## WHAT THE TASK ASKS
From the entries that follow, copy each line in which "wash" appears.

RECORD SET START

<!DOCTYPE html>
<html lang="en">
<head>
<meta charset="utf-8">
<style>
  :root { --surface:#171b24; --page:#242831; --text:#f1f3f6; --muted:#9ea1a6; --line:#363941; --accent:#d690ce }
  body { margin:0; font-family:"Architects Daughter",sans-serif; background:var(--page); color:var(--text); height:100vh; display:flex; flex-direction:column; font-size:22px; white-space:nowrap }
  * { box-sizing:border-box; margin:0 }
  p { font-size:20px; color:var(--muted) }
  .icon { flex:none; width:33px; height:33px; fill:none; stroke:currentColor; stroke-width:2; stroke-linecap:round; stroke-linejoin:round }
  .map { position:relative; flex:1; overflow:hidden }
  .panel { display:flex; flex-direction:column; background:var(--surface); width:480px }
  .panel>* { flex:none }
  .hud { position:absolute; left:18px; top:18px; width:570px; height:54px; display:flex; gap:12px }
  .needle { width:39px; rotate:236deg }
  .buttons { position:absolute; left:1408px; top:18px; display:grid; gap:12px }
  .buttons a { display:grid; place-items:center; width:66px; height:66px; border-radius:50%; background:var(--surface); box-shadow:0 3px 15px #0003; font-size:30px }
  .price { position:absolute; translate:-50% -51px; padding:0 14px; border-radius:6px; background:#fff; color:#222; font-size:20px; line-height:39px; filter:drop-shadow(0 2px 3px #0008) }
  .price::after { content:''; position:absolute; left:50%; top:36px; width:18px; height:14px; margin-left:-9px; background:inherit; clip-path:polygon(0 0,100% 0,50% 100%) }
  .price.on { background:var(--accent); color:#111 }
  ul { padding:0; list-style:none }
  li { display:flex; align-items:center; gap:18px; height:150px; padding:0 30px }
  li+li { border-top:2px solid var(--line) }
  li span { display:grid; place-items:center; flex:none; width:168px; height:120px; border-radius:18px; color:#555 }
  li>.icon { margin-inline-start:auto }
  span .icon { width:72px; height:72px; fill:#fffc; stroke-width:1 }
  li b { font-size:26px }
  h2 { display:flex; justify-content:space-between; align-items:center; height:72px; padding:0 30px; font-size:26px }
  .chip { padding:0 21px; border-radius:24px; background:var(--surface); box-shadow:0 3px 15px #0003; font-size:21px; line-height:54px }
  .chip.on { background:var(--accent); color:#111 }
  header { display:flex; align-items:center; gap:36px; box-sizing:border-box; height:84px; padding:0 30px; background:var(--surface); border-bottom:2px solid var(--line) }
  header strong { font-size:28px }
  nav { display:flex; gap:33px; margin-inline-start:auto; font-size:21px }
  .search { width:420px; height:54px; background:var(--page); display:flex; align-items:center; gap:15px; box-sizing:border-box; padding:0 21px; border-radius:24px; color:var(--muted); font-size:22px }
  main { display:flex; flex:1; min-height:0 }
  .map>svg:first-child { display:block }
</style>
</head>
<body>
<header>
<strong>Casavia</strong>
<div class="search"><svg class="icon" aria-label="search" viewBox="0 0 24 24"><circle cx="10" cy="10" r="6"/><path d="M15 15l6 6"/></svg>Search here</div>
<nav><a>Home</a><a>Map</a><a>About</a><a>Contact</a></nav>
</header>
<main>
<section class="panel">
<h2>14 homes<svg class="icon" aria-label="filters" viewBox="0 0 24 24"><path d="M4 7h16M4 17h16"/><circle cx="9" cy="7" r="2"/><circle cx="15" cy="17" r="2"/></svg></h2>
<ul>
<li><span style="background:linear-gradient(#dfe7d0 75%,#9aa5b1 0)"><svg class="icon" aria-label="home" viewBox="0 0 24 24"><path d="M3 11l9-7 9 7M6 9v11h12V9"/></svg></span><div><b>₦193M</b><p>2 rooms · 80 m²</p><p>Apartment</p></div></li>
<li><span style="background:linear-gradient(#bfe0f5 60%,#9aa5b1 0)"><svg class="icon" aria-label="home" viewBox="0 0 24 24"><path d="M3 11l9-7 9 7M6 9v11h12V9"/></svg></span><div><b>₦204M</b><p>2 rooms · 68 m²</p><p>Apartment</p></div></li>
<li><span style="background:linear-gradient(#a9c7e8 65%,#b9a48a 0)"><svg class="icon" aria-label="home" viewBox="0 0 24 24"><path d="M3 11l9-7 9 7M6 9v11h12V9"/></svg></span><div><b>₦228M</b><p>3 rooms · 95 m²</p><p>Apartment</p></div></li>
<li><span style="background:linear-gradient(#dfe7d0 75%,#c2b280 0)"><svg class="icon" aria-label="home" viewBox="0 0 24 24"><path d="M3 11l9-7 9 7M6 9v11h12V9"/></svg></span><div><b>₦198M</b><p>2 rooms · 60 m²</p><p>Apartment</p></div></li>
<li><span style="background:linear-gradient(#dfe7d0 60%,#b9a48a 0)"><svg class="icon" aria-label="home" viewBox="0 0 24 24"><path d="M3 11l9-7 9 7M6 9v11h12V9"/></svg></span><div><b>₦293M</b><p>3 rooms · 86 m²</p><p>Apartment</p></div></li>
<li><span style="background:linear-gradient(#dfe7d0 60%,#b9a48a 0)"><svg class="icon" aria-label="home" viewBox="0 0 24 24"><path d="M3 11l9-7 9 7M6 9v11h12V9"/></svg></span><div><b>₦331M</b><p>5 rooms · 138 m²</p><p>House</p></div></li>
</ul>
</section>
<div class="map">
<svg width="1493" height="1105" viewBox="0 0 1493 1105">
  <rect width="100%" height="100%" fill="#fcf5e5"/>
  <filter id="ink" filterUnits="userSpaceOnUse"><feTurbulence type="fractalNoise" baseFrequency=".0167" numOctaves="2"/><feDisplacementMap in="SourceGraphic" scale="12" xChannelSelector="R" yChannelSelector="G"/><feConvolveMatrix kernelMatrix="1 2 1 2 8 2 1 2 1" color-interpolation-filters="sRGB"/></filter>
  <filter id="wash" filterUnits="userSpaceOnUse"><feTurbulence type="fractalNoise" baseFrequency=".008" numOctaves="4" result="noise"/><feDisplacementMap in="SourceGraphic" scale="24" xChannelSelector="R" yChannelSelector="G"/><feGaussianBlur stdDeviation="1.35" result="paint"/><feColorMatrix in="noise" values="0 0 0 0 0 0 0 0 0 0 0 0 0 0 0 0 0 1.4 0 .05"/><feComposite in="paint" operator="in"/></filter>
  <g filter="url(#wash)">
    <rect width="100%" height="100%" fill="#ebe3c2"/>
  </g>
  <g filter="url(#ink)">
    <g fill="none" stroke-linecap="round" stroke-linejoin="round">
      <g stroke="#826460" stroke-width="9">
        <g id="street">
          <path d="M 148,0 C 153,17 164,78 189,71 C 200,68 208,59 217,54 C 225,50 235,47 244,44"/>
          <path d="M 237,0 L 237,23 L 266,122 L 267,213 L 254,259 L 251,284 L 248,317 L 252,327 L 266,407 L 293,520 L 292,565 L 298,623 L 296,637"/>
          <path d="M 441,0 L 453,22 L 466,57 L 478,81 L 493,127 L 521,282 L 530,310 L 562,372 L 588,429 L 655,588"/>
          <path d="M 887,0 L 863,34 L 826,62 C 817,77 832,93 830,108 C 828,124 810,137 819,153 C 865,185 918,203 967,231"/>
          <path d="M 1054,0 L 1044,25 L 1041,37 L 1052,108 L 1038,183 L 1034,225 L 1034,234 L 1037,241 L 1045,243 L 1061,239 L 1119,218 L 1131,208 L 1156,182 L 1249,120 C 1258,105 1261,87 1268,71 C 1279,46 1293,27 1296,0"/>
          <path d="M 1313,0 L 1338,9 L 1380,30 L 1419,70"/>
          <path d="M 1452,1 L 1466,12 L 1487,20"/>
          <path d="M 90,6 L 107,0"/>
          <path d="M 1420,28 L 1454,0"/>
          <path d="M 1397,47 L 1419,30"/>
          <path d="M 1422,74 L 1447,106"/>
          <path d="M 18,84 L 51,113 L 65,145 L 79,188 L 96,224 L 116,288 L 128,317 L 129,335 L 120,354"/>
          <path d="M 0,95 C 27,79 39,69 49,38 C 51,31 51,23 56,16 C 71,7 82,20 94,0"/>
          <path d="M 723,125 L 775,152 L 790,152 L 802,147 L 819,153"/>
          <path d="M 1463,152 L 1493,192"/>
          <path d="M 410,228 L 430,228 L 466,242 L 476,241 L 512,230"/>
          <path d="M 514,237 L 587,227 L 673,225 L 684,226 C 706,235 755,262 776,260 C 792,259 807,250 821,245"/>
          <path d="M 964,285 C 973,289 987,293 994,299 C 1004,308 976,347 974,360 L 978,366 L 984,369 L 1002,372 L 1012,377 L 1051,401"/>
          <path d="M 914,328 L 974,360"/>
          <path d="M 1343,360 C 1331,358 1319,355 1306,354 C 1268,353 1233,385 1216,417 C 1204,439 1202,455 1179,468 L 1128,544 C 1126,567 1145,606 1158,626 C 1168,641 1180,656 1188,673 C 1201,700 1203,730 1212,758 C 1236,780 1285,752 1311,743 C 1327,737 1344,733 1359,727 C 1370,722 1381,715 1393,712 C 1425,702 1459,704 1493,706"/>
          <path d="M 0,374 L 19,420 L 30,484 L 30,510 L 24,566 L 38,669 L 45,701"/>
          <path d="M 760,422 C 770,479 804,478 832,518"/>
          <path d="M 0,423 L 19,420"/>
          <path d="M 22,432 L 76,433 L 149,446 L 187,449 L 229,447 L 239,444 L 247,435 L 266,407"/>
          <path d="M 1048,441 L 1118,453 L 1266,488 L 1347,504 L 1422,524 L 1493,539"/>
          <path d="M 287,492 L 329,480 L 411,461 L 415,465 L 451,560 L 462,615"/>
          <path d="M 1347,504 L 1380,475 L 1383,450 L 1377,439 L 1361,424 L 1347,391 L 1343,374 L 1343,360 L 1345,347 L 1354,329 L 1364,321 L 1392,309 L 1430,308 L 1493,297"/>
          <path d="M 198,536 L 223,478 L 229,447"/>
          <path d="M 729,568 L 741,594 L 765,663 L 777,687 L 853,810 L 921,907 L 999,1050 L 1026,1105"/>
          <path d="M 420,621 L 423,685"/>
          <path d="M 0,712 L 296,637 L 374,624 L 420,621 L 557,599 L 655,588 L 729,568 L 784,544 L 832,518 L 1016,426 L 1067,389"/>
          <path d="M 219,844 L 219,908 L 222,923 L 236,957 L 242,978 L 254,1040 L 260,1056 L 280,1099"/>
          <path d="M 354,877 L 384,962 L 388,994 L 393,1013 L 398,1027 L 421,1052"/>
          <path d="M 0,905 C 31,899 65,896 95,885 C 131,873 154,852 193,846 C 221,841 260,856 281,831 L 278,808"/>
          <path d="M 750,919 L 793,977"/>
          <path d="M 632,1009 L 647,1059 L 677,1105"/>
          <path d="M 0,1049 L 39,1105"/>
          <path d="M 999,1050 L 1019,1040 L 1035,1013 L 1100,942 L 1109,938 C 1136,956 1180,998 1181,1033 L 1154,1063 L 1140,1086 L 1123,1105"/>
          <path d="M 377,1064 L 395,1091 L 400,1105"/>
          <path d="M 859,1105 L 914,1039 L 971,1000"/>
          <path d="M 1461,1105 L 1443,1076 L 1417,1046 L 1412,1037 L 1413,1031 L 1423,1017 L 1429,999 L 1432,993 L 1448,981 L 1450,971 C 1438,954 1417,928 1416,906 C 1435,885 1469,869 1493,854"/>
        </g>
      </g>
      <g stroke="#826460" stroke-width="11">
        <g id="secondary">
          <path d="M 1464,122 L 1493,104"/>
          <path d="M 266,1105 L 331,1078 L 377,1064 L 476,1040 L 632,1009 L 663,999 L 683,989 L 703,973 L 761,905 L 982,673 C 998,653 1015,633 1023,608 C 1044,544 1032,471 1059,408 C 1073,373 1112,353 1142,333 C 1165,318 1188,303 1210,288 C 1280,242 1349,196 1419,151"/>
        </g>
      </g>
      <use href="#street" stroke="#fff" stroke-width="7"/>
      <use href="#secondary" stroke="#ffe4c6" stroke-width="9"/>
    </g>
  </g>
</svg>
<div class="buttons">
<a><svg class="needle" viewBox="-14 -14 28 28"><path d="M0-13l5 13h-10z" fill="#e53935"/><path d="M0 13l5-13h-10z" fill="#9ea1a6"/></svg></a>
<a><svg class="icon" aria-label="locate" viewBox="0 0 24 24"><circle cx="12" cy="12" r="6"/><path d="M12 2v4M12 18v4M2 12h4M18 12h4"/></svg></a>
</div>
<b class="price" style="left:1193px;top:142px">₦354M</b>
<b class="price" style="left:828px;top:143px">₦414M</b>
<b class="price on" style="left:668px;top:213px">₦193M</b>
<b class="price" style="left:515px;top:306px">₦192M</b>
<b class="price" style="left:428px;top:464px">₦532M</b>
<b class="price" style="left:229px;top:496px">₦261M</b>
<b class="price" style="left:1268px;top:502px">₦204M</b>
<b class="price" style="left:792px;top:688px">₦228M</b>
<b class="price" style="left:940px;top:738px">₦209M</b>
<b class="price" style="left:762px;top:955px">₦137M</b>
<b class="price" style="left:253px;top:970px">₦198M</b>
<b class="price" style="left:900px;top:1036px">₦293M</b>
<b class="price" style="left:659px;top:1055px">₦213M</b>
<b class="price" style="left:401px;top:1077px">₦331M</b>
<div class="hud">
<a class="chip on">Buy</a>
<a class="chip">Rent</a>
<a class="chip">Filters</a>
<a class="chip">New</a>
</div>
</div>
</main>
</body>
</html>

RECORD SET END

## TASK RESPONSE
  <filter id="wash" filterUnits="userSpaceOnUse"><feTurbulence type="fractalNoise" baseFrequency=".008" numOctaves="4" result="noise"/><feDisplacementMap in="SourceGraphic" scale="24" xChannelSelector="R" yChannelSelector="G"/><feGaussianBlur stdDeviation="1.35" result="paint"/><feColorMatrix in="noise" values="0 0 0 0 0 0 0 0 0 0 0 0 0 0 0 0 0 1.4 0 .05"/><feComposite in="paint" operator="in"/></filter>
  <g filter="url(#wash)">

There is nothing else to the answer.